LLM API Fundamentals — Chatbot Engineering with GPT APIs, Prompting & Simple UIs
Objective
The objective of this project is to develop foundational skills in working with Large Language Model APIs by building a chatbot application. Learners will understand API authentication, basic prompt construction, request/response handling, and create a functional command-line chat interface that demonstrates core conversational AI concepts.
Learning Outcomes
- Understand LLM API Fundamentals: Learn how LLM APIs work, including authentication, endpoints, request formatting, and response parsing.

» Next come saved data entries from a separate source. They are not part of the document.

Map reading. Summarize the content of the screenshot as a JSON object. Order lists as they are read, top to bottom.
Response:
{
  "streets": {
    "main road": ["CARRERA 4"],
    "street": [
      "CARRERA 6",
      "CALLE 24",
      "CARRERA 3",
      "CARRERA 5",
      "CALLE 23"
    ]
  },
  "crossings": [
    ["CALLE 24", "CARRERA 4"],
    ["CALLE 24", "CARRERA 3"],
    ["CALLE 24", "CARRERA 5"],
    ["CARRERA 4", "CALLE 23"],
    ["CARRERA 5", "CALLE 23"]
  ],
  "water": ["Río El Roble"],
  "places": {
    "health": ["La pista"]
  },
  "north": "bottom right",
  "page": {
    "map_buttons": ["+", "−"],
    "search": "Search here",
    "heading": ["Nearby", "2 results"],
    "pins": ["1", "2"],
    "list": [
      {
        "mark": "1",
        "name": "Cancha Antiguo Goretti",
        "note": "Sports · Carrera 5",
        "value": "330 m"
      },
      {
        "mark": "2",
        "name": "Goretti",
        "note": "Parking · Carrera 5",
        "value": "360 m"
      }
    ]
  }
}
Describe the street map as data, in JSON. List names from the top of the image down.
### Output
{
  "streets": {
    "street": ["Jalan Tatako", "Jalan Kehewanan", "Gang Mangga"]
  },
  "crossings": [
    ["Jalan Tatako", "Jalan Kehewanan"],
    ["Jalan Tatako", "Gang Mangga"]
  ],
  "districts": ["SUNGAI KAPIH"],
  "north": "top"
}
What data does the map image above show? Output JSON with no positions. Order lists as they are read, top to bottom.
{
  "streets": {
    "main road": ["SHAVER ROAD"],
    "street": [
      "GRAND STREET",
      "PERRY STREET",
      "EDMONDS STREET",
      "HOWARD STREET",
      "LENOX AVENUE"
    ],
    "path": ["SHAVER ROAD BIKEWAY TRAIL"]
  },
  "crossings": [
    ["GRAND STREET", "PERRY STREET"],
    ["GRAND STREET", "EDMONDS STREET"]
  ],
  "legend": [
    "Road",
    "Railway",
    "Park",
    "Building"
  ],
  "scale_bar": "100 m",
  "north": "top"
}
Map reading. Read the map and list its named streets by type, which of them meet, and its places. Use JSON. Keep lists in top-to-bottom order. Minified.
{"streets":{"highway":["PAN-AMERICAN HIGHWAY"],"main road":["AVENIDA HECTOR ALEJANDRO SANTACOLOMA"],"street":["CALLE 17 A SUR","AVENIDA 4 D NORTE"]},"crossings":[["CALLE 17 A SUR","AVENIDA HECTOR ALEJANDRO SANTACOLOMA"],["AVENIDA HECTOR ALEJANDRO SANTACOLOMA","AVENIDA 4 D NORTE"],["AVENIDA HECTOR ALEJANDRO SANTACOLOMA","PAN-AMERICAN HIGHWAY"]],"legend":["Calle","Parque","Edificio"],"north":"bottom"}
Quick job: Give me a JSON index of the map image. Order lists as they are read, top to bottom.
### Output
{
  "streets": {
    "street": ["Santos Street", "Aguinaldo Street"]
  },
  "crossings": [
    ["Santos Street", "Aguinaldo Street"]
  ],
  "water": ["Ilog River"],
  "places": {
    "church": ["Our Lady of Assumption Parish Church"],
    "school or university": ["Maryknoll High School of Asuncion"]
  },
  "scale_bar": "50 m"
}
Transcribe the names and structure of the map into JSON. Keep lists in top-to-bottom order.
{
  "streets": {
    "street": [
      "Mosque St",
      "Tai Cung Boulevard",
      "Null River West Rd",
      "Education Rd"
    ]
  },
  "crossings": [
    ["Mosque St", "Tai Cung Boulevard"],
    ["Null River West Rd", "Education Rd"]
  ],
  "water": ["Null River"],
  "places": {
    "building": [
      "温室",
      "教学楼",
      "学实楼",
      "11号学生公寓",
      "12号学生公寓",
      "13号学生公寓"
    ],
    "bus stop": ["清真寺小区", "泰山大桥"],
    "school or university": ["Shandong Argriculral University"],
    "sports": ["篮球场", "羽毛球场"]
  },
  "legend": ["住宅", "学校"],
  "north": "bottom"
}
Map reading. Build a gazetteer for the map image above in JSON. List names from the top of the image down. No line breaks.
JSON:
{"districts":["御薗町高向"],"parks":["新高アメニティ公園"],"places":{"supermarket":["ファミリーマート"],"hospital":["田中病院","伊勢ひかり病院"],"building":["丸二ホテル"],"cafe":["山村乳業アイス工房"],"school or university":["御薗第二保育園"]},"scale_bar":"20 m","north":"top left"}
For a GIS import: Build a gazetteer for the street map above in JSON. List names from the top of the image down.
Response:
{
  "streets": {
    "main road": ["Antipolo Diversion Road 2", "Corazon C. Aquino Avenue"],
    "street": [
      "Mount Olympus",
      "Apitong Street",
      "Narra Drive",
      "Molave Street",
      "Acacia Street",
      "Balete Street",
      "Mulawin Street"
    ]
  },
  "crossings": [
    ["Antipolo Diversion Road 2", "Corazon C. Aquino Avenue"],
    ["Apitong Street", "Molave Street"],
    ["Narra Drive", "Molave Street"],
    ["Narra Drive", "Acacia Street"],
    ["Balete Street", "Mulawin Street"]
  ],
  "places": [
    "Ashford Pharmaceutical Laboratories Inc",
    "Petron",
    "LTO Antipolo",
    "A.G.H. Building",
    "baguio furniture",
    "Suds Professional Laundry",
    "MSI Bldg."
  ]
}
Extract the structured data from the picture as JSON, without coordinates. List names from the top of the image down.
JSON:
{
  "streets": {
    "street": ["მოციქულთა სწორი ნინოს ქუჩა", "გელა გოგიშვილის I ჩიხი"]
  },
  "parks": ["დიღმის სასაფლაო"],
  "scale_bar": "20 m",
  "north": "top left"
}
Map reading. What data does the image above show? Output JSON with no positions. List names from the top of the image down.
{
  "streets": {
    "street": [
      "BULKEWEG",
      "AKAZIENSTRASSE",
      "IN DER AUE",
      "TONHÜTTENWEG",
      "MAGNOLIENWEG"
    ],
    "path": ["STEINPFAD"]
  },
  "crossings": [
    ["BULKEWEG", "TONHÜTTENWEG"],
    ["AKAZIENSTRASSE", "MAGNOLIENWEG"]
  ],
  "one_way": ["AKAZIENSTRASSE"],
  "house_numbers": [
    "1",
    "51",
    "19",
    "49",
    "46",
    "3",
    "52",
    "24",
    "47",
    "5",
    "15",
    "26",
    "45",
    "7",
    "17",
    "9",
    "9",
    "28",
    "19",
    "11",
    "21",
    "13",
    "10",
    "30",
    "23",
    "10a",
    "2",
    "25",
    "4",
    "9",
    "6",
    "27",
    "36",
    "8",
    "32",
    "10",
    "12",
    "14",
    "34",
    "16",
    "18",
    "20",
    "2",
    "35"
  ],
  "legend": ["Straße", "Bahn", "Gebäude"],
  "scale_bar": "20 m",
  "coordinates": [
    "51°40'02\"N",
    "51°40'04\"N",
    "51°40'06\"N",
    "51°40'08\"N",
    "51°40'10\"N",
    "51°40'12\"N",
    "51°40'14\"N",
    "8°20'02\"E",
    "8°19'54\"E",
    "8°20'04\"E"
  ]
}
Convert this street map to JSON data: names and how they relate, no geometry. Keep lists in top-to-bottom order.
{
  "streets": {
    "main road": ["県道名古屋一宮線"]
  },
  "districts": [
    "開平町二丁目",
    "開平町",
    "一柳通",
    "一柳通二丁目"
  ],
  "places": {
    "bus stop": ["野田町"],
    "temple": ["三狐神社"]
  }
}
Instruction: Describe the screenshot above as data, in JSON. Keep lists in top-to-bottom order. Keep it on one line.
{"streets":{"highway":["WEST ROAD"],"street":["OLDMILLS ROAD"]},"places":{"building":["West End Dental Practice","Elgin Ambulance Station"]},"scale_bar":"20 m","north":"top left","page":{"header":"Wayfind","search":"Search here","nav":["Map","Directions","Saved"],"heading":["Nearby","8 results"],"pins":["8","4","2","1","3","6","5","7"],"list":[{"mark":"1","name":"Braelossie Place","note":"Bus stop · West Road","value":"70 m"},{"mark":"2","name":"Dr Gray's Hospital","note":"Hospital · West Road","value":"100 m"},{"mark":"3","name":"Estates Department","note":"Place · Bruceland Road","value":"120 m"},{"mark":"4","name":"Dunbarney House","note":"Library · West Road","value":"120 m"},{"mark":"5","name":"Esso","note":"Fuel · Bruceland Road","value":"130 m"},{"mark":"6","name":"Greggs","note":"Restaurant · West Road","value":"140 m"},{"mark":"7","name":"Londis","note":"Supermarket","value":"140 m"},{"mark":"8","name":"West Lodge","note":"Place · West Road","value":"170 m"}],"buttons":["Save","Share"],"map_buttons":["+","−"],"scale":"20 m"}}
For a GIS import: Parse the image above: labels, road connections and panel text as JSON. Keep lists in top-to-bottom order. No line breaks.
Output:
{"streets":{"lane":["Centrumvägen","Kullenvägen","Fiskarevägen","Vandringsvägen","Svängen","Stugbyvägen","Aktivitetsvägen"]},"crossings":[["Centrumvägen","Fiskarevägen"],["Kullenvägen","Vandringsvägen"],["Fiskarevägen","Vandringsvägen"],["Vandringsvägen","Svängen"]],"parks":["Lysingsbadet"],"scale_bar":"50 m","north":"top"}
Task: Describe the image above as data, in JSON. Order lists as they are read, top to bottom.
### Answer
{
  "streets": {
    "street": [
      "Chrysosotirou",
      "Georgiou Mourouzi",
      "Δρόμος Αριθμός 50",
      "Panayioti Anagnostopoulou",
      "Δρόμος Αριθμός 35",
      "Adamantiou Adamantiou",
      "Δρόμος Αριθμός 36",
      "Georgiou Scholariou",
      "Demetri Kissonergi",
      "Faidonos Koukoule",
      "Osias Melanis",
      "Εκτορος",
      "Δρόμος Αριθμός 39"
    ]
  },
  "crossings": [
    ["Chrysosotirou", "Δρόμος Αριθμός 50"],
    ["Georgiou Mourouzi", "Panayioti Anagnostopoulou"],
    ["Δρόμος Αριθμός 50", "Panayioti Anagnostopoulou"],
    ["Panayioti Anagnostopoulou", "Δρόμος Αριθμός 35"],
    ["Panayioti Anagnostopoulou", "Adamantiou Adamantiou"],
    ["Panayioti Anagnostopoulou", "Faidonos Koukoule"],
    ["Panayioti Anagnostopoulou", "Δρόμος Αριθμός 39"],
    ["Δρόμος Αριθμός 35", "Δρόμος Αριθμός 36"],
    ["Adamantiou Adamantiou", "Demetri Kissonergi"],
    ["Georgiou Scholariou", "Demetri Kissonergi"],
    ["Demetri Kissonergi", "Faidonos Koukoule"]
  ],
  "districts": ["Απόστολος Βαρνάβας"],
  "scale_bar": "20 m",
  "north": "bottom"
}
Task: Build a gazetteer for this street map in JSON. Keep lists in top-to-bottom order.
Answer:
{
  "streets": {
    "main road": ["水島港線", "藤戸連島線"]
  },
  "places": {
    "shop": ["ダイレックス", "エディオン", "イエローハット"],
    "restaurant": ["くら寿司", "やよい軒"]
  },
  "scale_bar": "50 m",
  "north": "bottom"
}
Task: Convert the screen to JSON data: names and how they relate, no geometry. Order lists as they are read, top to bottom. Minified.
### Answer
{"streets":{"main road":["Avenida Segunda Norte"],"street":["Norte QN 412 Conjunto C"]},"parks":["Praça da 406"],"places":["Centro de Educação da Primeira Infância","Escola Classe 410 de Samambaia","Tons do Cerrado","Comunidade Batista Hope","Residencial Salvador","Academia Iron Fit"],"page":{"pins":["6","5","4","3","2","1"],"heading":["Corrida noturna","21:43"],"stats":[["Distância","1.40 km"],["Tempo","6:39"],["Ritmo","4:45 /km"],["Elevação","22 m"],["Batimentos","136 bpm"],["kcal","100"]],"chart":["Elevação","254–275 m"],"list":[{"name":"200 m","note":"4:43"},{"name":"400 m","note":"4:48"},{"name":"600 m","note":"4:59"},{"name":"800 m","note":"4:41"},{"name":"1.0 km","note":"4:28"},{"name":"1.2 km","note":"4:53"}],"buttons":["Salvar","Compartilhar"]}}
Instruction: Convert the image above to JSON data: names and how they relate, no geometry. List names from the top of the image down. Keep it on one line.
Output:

Understand tokens, models, and basic parameters.
- Master Basic Prompt Engineering: Construct effective prompts that elicit desired responses. Learn the importance of clear instructions, context setting, and basic prompt patterns.
- Implement Simple Conversation Flow: Build a chatbot that maintains context across multiple turns. Understand the role of conversation history in generating coherent responses.
- Handle API Responses Safely: Parse API responses, handle basic errors, and implement simple retry logic for common failure scenarios.
- Create User Interfaces: Build both command-line and simple web interfaces for interacting with LLMs, understanding the basics of user input handling and response display.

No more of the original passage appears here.